Use the built-in celltypist model to score cells according to coarse cell types (T/NK, Bcell, Myeloid, Other). The rationale for selecting this level of classification is that these should be mutually exclusive cell types and these cell types should robustly separate (i.e., other factors that impact cell state should not cause collisions). After the initial classification, it will also score cells for a panel of UCell markers designed to identify incompatible cell types, such as T/NK cells and Erythrocytes), which likely indicate doublets. See FilterDisallowedClasses() for more detail.

seuratObj <- RIRA::Classify_ImmuneCells(seuratObj)
Seurat::DimPlot(seuratObj, group.by = 'RIRA_Immune_v2.cellclass')

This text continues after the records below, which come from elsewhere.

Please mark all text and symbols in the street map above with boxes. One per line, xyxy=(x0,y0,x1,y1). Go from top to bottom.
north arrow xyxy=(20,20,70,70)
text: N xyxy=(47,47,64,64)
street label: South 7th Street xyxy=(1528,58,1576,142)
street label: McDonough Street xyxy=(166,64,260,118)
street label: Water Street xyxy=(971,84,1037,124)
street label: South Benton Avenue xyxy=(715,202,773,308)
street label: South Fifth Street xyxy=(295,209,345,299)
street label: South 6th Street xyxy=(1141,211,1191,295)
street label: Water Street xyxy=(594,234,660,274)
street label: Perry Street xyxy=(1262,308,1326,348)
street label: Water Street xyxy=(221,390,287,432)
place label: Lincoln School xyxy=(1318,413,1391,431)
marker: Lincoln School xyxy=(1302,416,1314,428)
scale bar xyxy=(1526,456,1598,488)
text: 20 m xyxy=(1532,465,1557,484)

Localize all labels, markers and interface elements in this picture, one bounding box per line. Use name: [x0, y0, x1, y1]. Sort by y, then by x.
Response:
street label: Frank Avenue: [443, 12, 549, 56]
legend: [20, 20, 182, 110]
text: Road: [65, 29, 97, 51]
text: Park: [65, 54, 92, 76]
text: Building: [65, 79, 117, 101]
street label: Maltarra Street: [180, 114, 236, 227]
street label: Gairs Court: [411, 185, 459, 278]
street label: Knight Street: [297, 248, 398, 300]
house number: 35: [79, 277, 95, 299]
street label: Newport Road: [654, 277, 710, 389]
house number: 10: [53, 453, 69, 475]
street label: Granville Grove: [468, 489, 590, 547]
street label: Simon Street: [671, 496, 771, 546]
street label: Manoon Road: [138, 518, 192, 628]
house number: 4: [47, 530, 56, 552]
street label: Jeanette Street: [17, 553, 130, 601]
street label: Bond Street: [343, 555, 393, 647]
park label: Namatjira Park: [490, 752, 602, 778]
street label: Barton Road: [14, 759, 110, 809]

UMAP plot of bulk immune colored based on cell type label

We also provide two specialist models designed for sub-typing within T/NK cells and within Myeloid cells. While in our experience these models are useful for automatic cell type/subtype scoring, it is important to note that these are not perfect, and there are predictable biological processes that cause cells of different lineages to have highly similar transcriptomes (e.g., a highly cytotoxic T cell and an NK cell, or highly cytotoxic TEM-like CD4+ T cells and cytotoxic CD8+ T cells). These issues are explored in more detail in the RIRA manuscript.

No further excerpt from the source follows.